Try it:
When a line in the data below includes "items", pick it out and copy it.

====================

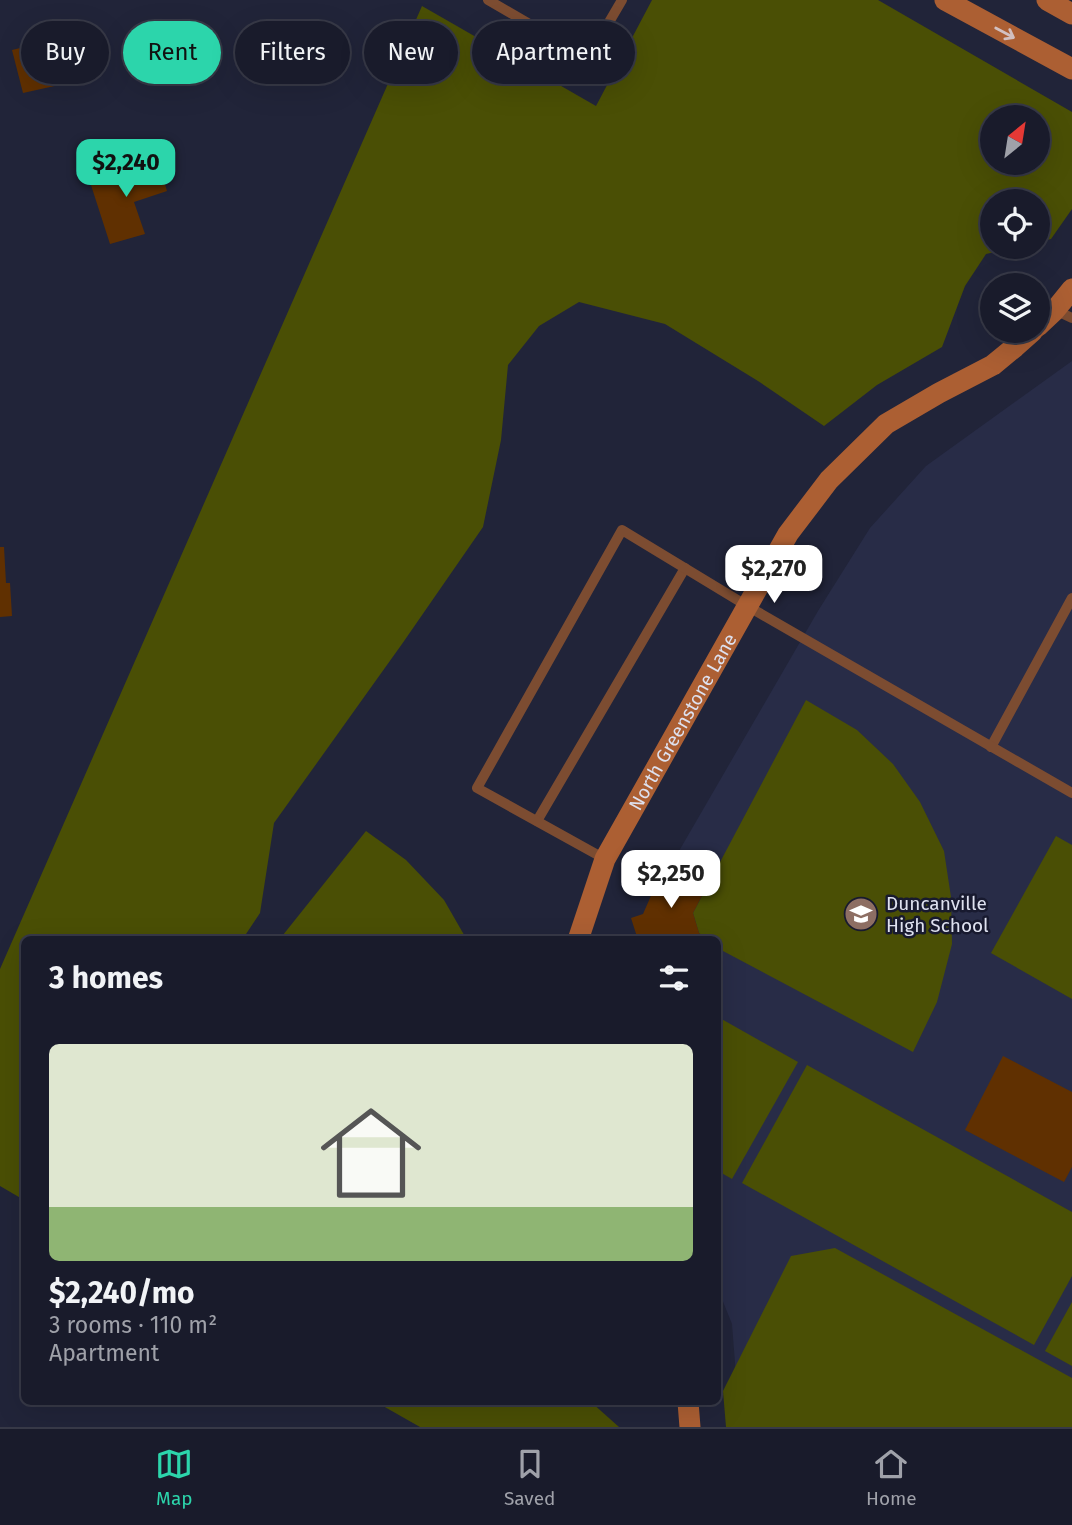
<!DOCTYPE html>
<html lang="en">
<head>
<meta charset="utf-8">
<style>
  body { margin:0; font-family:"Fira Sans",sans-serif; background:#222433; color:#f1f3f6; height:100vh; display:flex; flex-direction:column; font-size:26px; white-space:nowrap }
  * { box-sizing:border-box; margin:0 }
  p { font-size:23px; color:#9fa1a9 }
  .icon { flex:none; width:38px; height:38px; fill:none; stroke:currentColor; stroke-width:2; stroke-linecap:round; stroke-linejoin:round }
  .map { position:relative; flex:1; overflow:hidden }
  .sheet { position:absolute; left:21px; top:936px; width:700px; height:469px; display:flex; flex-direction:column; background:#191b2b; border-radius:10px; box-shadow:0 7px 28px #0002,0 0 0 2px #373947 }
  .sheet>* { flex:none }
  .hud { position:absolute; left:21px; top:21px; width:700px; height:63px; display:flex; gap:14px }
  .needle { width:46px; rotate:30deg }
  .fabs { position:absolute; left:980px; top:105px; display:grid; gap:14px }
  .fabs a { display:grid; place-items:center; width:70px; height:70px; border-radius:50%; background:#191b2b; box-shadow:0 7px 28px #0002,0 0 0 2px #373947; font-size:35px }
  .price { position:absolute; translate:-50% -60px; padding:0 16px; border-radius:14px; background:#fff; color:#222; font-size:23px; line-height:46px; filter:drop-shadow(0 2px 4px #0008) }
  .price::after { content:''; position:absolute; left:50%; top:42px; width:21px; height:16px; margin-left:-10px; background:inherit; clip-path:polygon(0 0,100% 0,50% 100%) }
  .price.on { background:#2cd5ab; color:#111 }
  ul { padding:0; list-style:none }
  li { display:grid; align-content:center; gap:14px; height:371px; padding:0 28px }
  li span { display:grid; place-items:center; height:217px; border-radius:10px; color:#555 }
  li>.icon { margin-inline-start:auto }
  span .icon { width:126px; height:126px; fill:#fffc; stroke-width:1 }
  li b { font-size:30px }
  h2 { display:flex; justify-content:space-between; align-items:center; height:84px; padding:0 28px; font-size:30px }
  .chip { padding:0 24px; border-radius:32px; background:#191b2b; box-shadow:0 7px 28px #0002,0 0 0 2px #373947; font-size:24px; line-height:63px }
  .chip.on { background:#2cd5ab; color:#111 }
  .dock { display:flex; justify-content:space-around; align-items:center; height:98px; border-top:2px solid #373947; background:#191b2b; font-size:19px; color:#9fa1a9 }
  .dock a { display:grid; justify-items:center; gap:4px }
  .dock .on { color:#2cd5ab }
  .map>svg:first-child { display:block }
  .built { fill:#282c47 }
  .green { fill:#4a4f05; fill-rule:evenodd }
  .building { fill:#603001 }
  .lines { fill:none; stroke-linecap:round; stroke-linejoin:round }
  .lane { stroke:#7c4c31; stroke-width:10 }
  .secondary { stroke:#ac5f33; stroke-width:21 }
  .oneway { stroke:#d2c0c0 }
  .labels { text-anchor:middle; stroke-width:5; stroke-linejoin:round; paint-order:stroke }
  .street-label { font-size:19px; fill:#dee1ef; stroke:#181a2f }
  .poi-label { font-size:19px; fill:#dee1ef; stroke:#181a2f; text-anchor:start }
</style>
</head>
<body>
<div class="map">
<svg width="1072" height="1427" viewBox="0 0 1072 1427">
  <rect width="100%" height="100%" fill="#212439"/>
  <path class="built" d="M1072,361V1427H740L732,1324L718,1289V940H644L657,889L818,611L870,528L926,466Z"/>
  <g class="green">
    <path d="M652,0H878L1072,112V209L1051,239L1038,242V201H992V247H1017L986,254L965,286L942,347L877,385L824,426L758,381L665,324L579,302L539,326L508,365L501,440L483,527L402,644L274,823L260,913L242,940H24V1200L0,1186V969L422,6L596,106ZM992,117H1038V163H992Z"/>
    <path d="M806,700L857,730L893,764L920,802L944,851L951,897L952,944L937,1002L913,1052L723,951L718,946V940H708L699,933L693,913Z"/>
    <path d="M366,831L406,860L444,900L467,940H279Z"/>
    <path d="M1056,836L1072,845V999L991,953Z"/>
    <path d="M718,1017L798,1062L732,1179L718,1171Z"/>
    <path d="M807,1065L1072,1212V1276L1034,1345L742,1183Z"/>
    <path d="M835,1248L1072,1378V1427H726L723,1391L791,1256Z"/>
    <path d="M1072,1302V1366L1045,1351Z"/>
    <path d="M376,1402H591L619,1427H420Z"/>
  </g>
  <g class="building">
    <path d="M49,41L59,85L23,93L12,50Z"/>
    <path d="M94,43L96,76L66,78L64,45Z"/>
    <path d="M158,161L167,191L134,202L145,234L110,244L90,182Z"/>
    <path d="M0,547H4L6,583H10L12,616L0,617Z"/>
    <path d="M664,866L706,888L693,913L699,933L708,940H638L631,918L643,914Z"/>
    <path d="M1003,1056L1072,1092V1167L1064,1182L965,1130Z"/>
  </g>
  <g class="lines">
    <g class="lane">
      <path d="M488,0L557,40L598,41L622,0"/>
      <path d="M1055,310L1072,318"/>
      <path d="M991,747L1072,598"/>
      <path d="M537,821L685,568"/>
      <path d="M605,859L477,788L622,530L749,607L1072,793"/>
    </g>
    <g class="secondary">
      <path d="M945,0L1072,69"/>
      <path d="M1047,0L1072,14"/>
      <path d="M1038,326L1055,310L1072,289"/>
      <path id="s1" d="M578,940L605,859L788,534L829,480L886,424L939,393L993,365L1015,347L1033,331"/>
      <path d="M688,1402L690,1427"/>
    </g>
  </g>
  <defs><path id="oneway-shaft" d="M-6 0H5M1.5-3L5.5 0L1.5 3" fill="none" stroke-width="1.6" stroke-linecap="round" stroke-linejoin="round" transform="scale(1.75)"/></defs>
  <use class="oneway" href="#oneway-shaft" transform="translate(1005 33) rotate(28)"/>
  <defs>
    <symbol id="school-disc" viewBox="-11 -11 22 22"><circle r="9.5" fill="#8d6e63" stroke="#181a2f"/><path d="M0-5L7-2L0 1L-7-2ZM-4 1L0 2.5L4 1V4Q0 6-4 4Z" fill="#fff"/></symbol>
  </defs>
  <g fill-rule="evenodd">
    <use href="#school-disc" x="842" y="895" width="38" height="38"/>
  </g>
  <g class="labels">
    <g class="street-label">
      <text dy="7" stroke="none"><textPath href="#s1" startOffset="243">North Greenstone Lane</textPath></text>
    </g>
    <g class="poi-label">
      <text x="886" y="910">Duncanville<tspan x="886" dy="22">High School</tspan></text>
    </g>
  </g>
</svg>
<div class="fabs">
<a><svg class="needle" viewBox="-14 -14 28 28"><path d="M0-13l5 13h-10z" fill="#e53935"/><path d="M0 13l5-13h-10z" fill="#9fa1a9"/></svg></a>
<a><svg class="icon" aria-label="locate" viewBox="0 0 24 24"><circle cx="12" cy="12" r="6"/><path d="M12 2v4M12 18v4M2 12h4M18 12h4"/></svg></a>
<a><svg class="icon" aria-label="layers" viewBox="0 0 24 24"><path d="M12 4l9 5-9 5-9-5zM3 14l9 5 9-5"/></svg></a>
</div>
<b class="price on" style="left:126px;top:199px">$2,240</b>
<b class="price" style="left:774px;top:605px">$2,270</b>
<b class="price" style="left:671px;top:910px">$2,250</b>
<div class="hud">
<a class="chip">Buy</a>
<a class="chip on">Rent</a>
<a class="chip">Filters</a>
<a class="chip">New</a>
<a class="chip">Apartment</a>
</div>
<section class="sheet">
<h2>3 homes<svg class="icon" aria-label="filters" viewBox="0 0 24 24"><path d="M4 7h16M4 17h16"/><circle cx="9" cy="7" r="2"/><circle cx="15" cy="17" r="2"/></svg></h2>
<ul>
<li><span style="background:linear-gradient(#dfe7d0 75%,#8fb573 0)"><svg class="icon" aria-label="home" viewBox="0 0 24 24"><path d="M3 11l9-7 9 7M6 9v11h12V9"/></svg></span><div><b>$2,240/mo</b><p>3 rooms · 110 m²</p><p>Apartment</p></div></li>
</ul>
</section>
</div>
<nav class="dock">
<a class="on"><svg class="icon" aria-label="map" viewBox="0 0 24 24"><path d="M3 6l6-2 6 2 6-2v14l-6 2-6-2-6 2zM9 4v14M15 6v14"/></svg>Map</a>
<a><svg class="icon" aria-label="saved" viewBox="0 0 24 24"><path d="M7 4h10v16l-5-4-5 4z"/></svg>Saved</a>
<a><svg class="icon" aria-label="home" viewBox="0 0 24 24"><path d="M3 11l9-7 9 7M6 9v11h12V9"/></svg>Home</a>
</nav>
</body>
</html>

====================

Output for this exercise:
  .fabs a { display:grid; place-items:center; width:70px; height:70px; border-radius:50%; background:#191b2b; box-shadow:0 7px 28px #0002,0 0 0 2px #373947; font-size:35px }
  li span { display:grid; place-items:center; height:217px; border-radius:10px; color:#555 }
  h2 { display:flex; justify-content:space-between; align-items:center; height:84px; padding:0 28px; font-size:30px }
  .dock { display:flex; justify-content:space-around; align-items:center; height:98px; border-top:2px solid #373947; background:#191b2b; font-size:19px; color:#9fa1a9 }
  .dock a { display:grid; justify-items:center; gap:4px }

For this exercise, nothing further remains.